Like I said: the problem is that FSF looks at this from a programmers perspective. But most
people are NOT programmers. They try to cater to programmers, while everyone else is shunned.
End result is that Linux has something like 1% market-share. If this was about liberating users,
the resources would be invested in spreading free software as far and wide as possible. But
instead of that, we have wasted effort that remind me of inquisition. Like Linux-libre and
gNewSense that are about cleansing the world of proprietary code, as opposed to actually
spreading free software or making free software better.
"Would you buy a house whose inside you can't paint with the colors you see fit?"
Flawed argument. I know how to paint walls, I don't know how to hack C, so removing the ability
to hack the code has ZERO downsides for me. Well, what about programmers? Well, last time I
checked, they can keep on hacking Linux, even the "non-libre" version of it. Sure, there might be
bits and pieces that they can't access, but that problem can be solved by avoiding hardware that
needs those closed bits and pieces. Removing those bits doesn't really accomplish anything, you
just get a kernel that can do less. The fact that those bits reside on the hard-drive does NOT in
any shape or form limit the freedoms of the user. They MIGHT limit the freedoms, if the users
makes the decision to use them. But even then, that is something the users decides.

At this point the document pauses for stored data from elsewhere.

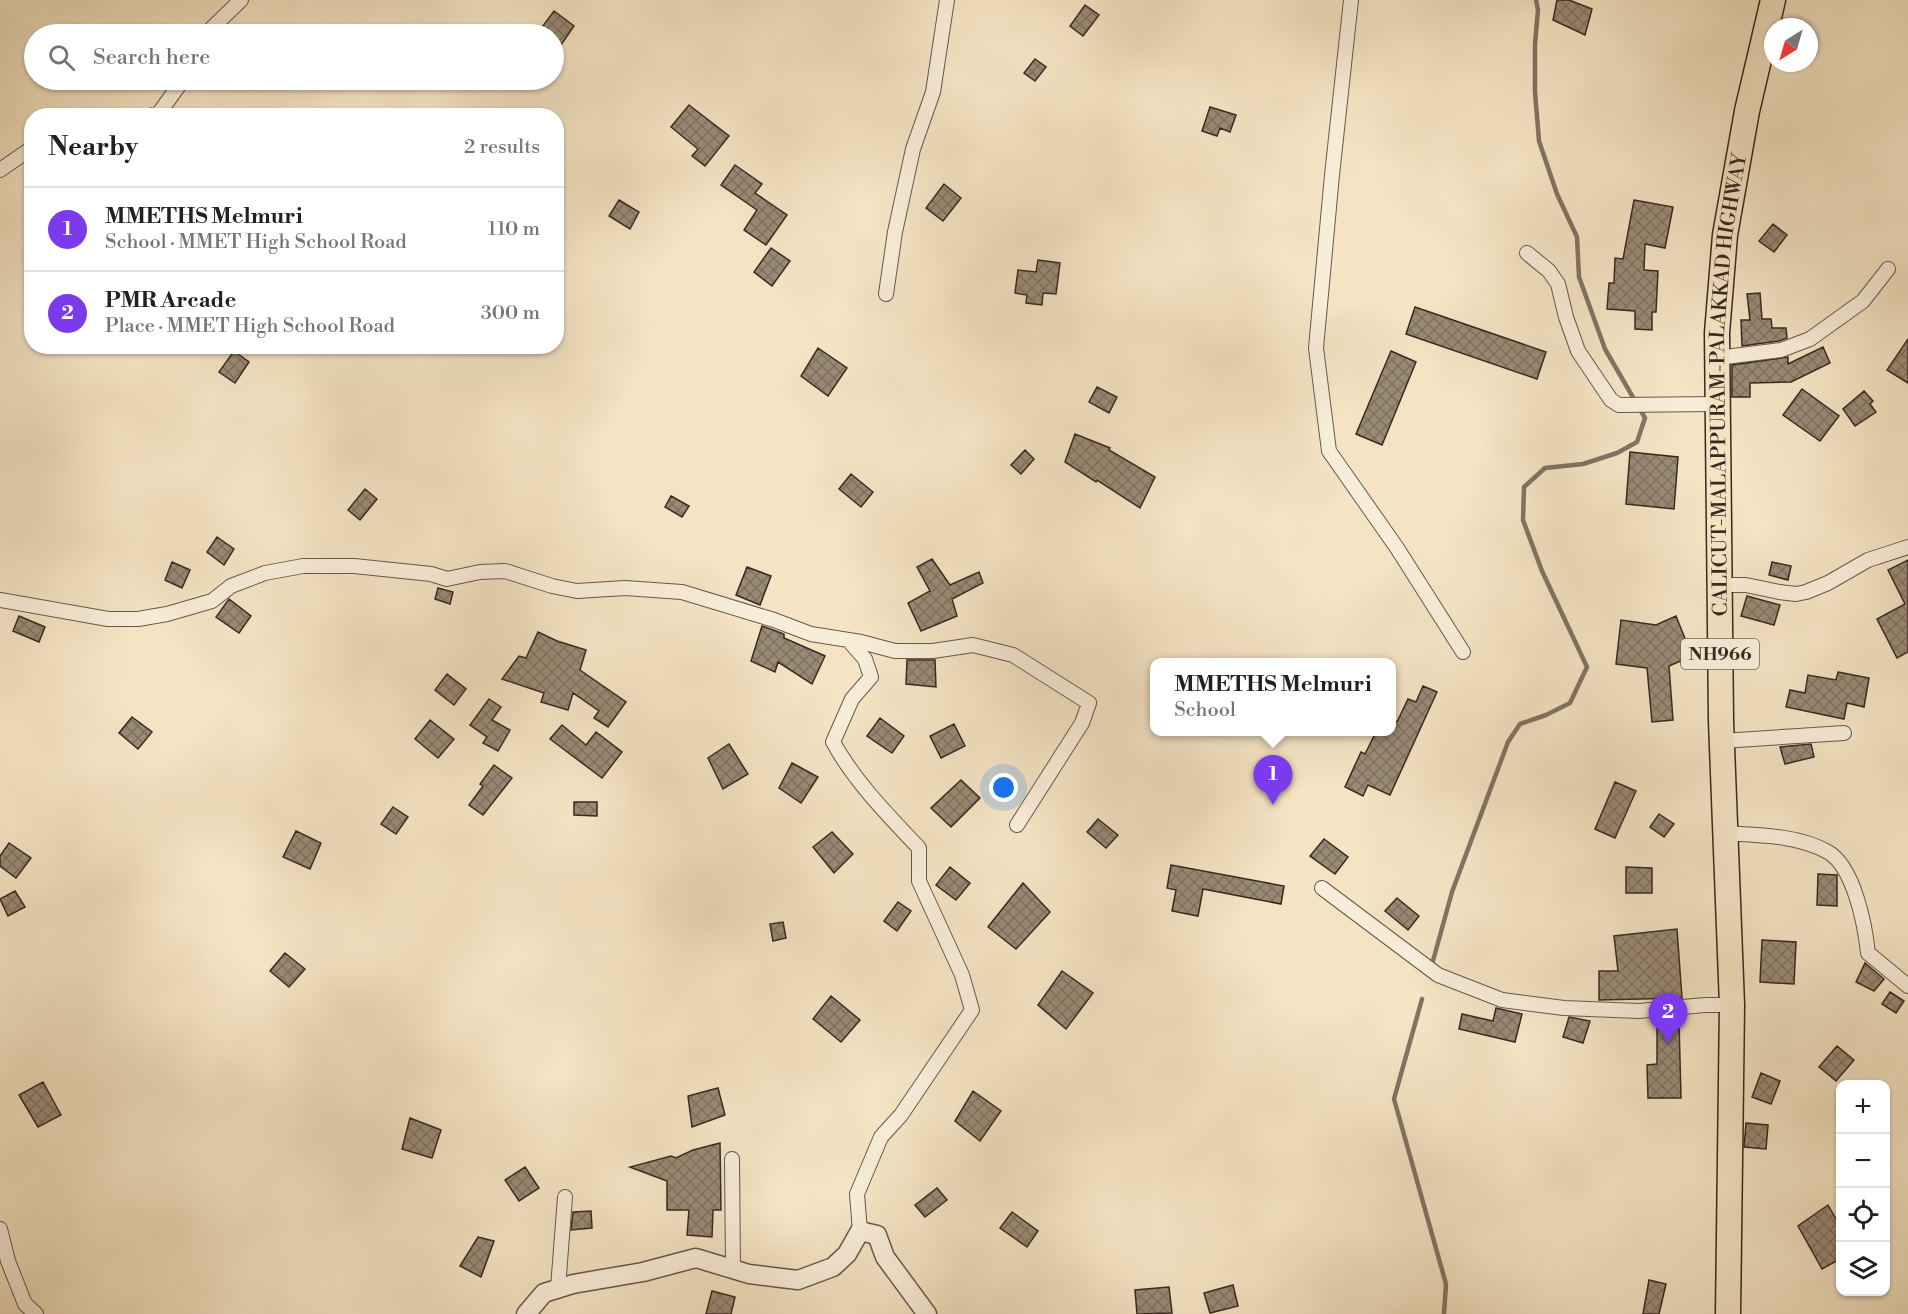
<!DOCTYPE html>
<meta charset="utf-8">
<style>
:root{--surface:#fff;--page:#f2f2f2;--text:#202124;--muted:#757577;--line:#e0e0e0;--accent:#7c3aed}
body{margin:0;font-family:"Libre Bodoni",serif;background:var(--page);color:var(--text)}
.controls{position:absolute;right:18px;bottom:18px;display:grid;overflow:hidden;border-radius:12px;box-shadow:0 2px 4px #0004}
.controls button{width:54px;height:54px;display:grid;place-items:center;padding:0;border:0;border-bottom:2px solid var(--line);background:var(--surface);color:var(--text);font:30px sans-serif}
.compass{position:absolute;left:1764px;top:18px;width:54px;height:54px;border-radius:50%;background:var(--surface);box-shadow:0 2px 4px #0004;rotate:217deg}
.you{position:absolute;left:1004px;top:788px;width:21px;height:21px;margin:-15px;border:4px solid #fff;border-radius:50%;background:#1a73e8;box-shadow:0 0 0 9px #1a73e833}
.badge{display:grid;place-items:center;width:39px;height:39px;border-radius:50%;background:var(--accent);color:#fff;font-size:20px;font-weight:700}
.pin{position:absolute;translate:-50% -50px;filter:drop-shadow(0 2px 3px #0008)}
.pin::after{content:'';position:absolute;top:32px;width:21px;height:18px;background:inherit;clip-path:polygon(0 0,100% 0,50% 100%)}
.popup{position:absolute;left:1150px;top:658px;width:246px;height:78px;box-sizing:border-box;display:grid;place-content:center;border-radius:12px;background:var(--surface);filter:drop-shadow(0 2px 4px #0005);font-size:20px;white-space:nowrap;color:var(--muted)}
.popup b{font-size:22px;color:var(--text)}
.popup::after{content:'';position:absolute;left:50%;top:100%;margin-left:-12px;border:12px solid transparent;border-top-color:var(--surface)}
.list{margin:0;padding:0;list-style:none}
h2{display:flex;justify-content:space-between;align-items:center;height:78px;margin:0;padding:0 24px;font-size:26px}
h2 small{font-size:20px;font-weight:400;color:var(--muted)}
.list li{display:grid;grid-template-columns:39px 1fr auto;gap:18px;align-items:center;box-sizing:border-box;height:84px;padding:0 24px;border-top:2px solid var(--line)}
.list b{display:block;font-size:22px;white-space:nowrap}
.list p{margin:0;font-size:20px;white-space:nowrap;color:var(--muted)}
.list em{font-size:20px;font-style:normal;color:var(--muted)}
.icon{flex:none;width:33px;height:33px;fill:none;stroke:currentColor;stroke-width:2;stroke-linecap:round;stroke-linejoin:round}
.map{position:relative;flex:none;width:1908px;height:1314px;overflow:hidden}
.search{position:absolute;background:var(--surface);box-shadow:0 2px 4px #0004;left:24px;top:24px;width:540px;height:66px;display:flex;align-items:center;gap:15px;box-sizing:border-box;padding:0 21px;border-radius:33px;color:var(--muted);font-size:22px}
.panel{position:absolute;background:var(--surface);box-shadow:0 2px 4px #0004;left:24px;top:108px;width:540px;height:246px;border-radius:24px}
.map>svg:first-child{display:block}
</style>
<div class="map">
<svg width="1908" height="1314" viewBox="0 0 1908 1314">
<defs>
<pattern id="building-cross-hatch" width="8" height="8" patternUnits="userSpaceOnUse" patternTransform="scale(1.5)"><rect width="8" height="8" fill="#998a76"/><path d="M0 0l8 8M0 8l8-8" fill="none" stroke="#7e7160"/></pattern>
</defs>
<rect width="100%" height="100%" fill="#f4e4c4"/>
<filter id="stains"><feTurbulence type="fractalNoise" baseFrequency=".00333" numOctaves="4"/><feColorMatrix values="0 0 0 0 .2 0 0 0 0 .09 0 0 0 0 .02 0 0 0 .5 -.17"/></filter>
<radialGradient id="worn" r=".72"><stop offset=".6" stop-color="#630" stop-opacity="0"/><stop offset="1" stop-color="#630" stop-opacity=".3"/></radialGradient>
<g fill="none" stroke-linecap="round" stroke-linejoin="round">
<!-- stream -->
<path stroke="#827362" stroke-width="4.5" d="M1431,968l21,-76 56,-150 12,-18 26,-9 24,-12 17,-36 -45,-96 -19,-51 1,-33 21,-19 38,-4 34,-11 20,-11 8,-24 -40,-69 -26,-72 -2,-40 -20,-43 -18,-53 -4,-49v-48l3,-34 -2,-10
M1422,999l-28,100 52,185 -2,30"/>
</g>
<!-- building -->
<path fill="url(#building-cross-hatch)" stroke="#372921" stroke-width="1.5" d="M1557,0h12l23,9 -7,26 -32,-15z
M1085,5l14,10 -16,21 -13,-10z
M554,11l20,15 -20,29v-21h-17z
M1035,59l11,8 -11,14 -11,-8z
M689,105l40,31 -24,30 -13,-10 6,-7 -27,-22z
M1210,107l26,8 -6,17 -10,-4 -3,8 -15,-5z
M735,165l27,19 -7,9 32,22 -21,30 -22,-15 13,-20 -36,-25z
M944,184l17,14 -18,23 -17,-13z
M619,200l20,12 -9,17 -21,-13z
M1634,200l39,7 -8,41 -20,-4 -1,26 14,1 -2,41h-4v18l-17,-1v-18l-28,-2 2,-26h5l1,-25 8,1z
M1773,224l14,11 -13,17 -15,-11z
M771,248l19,13 -18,25 -18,-14z
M1038,260l22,3 -4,31 -13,-1 -1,12 -16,-2 1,-8 -12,-2 3,-23 18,2z
M1760,293l2,26h9l1,9h14l1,10 -8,3 -37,5 -1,-26h9l-3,-26z
M1415,307l131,45 -9,27 -131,-45z
M1908,339v44l-21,-13z
M1823,347l7,16 -39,19 -41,1v14h-18v-32l56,-8v7z
M818,348l29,20 -19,28 -27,-20z
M234,351l15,11 -14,21 -16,-11z
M1391,351l25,11 -34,83 -26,-11z
M1097,387l20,10 -8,16 -20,-11z
M1802,389l37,27 -19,25 -37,-26z
M1864,391l9,10 -3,3 6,8 -21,14 -12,-17z
M1075,434l35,14 -1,2 46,27 -15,31 -43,-28 -1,2 -31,-20z
M1025,450l9,9 -13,15 -10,-9z
M1630,452l48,5 -4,52 -48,-5z
M851,474l22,18 -12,15 -22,-18z
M365,489l12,10 -17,21 -12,-10z
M671,496l18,10 -7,11 -17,-10z
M217,537l17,12 -10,16 -17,-13z
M932,559l18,26 29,-13 4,11 -31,16 5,17 -36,15 -13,-28 22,-12 -13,-24z
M1908,560v92l-11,6 -20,-39 28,-15 -17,-34z
M172,562l18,8 -8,18 -17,-8z
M1772,562l19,4 -3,14 -19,-5z
M747,567l24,9 -11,29 -24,-10z
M438,588l15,4 -3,12 -15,-5z
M1747,596l33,9 -6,20 -33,-9z
M229,599l22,17 -12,17 -23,-16z
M19,616l26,11 -6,15 -26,-11z
M1676,616l16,40 -23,10 4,54 -21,2 -5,-54 -31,-4 5,-44 35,5z
M762,626l22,8v4l41,18 -13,28 -34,-22 -3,10 -24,-11z
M538,632l19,9 29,9 -6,20 46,32 -18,25 -14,-9 5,-7 -26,-18 -5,17 -27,-8 3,-9 -42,-14 17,-23 7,2z
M907,660h28l1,27 -30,-3z
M1838,672l31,6 -5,29 -17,-4 -3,16 -58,-12 4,-17 15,3 3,-18 28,5z
M447,674l19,15 -12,16 -19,-15z
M1423,686l14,6 -47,103 -22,-10 -5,11 -18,-9 16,-35 4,2 11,-22h16v-13l5,3 11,-23 8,3z
M489,699l12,8 -9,13 18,10 -12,21 -15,-8 4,-6 -17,-12z
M132,717l20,15 -14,17 -19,-16z
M880,718l24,18 -12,17 -25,-17z
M430,720l24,19 -16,19 -23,-19z
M954,724l11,22 -24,12 -11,-22z
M562,725l24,20 10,-13 26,20 -20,26 -52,-39z
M729,744l19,30 -25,15 -15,-31z
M1811,744l3,13 -29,7 -5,-17z
M792,763l26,14 -17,26 -22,-15z
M494,765l18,13 -29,37 -14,-10 14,-19 -3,-2z
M961,780l19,18 -29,29 -20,-19z
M1615,782l21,9 -21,47 -20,-9z
M574,802h23v14l-23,-1z
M393,807l15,10 -12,17 -15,-10z
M1659,814l15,10 -10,13 -14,-10z
M1098,819l20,16 -12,13 -19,-16z
M296,831l25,12 -11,26 -27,-12z
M832,832l21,22 -19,19 -21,-26z
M1324,839l24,18 -13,17 -25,-18z
M9,843l22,15 -15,20 -16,-12v-10z
M1171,865l113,21 -3,18 -78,-15 -5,27 -26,-5 4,-21 -9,-2z
M950,867l20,16 -14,17 -20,-15z
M1626,867l26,1v25h-26z
M1818,874l19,1v31l-20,-1z
M1023,883l27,29 -34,37 -28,-22z
M15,891l10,16 -17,9 -8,-17z
M1397,898l22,18 -11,14 -23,-19z
M898,902l13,9 -14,20 -13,-10z
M783,922l3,16 -13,3 -3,-17z
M1677,929l5,69 -83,2v-29h19l-4,-35z
M1762,940l34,2 -2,42 -34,-2z
M285,953l20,16 -16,18 -19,-16z
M1865,963l19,16 -10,12 -18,-9z
M1062,971l31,22 -27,36 -28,-24z
M1890,992l14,9 -8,12 -14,-9z
M831,996l29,24 -19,22 -28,-23z
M1496,1008l26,6 -7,28 -56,-13 3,-15 31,7z
M1569,1017l21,4 -7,22 -20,-6z
M1679,1021l2,77h-33l-1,-33 10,-1v-42z
M1837,1046l17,14 -18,21 -17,-14z
M1761,1073l19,8 -9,23 -19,-7z
M43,1082l18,33 -23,12 -19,-32z
M718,1088l7,27 -33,12 -4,-31z
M973,1091l28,20 -21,30 -25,-20z
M410,1118l31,12 -9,28 -30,-9z
M1746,1123l22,2 -2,24 -22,-2z
M720,1143l1,67h-8l-1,27 -25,-2 2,-25h-22v-29l-37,-14 41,-11 5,2 17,-8z
M525,1167l14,21 -20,13 -14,-21z
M937,1188l10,12 -22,17 -10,-12z
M1828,1205l12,21v33l-18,10 -24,-43z
M591,1211l1,17 -21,2 2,-18z
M1012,1212l26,19 -11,16 -27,-19z
M478,1237l16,4 -13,36 -21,-11z
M1649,1280l17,4 -7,30h-16z
M1233,1285l5,21 -28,7 -6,-20z
M1169,1287l3,26 -35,1 -2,-24z
M712,1291l23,6 -4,17h-25z"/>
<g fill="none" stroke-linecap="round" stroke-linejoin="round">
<!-- minor casing -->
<g stroke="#66584a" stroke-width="16">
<path id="minor" d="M1351,0l-19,175 -16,173 13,103 68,97 66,104
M209,34l3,-6 29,-28
M150,116l9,-3 24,-33
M0,170l32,-22
M1527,253l22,18 9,13 8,33 12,34 33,49 8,5 98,-1
M886,294l9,-62 18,-83 20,-57 14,-92
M1717,358l64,-8 29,-11 53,-38 25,-32
M1719,585h27l33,7 17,2 10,-2 22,-9 40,-23 40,-13
M0,600l108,19h30l29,-5 45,-13 19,-15 34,-13 38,-7h51l77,8 16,5 33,-7 25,-1 47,15 25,5 48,-3 57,4 92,28 37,14 50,8 34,9h38l40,-6 40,10 76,48 -7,20 -65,102
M849,641l16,18 6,18 -19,22 -19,43c22,40 55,73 86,106v33l43,94 10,35 -71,105 -20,22 -24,57 3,37
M1722,741l122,-8
M1724,833c34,2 74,2 104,19 26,15 37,73 40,101l40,33
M1322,888l116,87 64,25 62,8 75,3 66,-6h27
M732,1159l1,111
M0,1229l8,32 17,43 11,10
M558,1288l7,-91"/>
</g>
<!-- tertiary casing -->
<g stroke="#66584a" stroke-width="21">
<path id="tertiary" d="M526,1314l18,-21 29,-9 70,-12 53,-14 53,16 49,6 35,-13 14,-13 13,-23 17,4 8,22 42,57"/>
</g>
<!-- trunk casing -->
<g stroke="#372921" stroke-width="27">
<g id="trunk">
<path id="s1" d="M1728,1314l4,-309 -11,-284 -4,-388 8,-98 22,-124 26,-111"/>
</g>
</g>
<!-- minor -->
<use href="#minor" stroke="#f8edd9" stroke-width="14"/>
<!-- tertiary -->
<use href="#tertiary" stroke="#f8edd9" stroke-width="18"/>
<!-- trunk -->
<use href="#trunk" stroke="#f4e4c4" stroke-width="24"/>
</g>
<g text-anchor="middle" stroke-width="6" stroke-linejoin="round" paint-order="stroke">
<!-- shield labels -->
<rect fill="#f8edd9" stroke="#716458" stroke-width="1.5" x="1681" y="639" width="78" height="30" rx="4.5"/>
<g font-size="18" font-weight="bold" fill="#372921">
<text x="1720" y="660">NH966</text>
</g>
<!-- street labels -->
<g font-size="20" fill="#372921" stroke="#f8edd9">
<text dy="7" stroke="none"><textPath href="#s1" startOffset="930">CALICUT-MALAPPURAM-PALAKKAD HIGHWAY</textPath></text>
</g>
</g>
<rect width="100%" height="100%" filter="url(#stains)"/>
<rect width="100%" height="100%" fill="url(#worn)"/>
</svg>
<div class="controls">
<button>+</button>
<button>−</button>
<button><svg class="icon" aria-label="locate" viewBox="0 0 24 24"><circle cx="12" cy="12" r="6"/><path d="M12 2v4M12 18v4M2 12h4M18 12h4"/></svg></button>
<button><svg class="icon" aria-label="layers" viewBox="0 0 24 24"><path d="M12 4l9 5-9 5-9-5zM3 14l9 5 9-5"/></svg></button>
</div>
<svg class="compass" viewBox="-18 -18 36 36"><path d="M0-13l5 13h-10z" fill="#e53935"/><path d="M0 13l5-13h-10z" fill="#757577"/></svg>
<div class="you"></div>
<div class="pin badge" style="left:1273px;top:805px">1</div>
<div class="popup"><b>MMETHS Melmuri</b>School</div>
<div class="pin badge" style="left:1668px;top:1043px">2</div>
<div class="search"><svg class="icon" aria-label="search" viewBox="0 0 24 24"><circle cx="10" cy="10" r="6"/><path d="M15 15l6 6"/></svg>Search here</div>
<section class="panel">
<h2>Nearby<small>2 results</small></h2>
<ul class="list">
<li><span class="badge">1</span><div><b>MMETHS Melmuri</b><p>School · MMET High School Road</p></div><em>110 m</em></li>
<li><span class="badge">2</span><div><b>PMR Arcade</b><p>Place · MMET High School Road</p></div><em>300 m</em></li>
</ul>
</section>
</div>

Isn't it one freedom to choose using hardware that needs proprietary bits? Aren't we free to
"I guess the reason you can't see the benefits of freedom is because of the blinds you let them
put on you."
Of course I can see the benefits of freedom. But the thing is that all these things are by
programmers, for programmers. How exactly would Linux-libre benefit me? How exactly would
it benefit my 70 year old mother? Because she could hack the code and fix problems herself?
I'm not saying that GPL is bad, or free software is bad (far from it). What I AM saying is that this
effort is useless and waste of time. If someone cares so much about those binary-blobs, he can
choose to avoid them.
"Take them blinds out, open your eyes, and Free your mind!"
And I can do that by using hardware that has free drivers available. What exactly am I missing
here? How exactly am I being limited by running standard Linux-kernel as opposed to Linux-
libre? Seriously? That is a simple question and I wish to get an answer to it.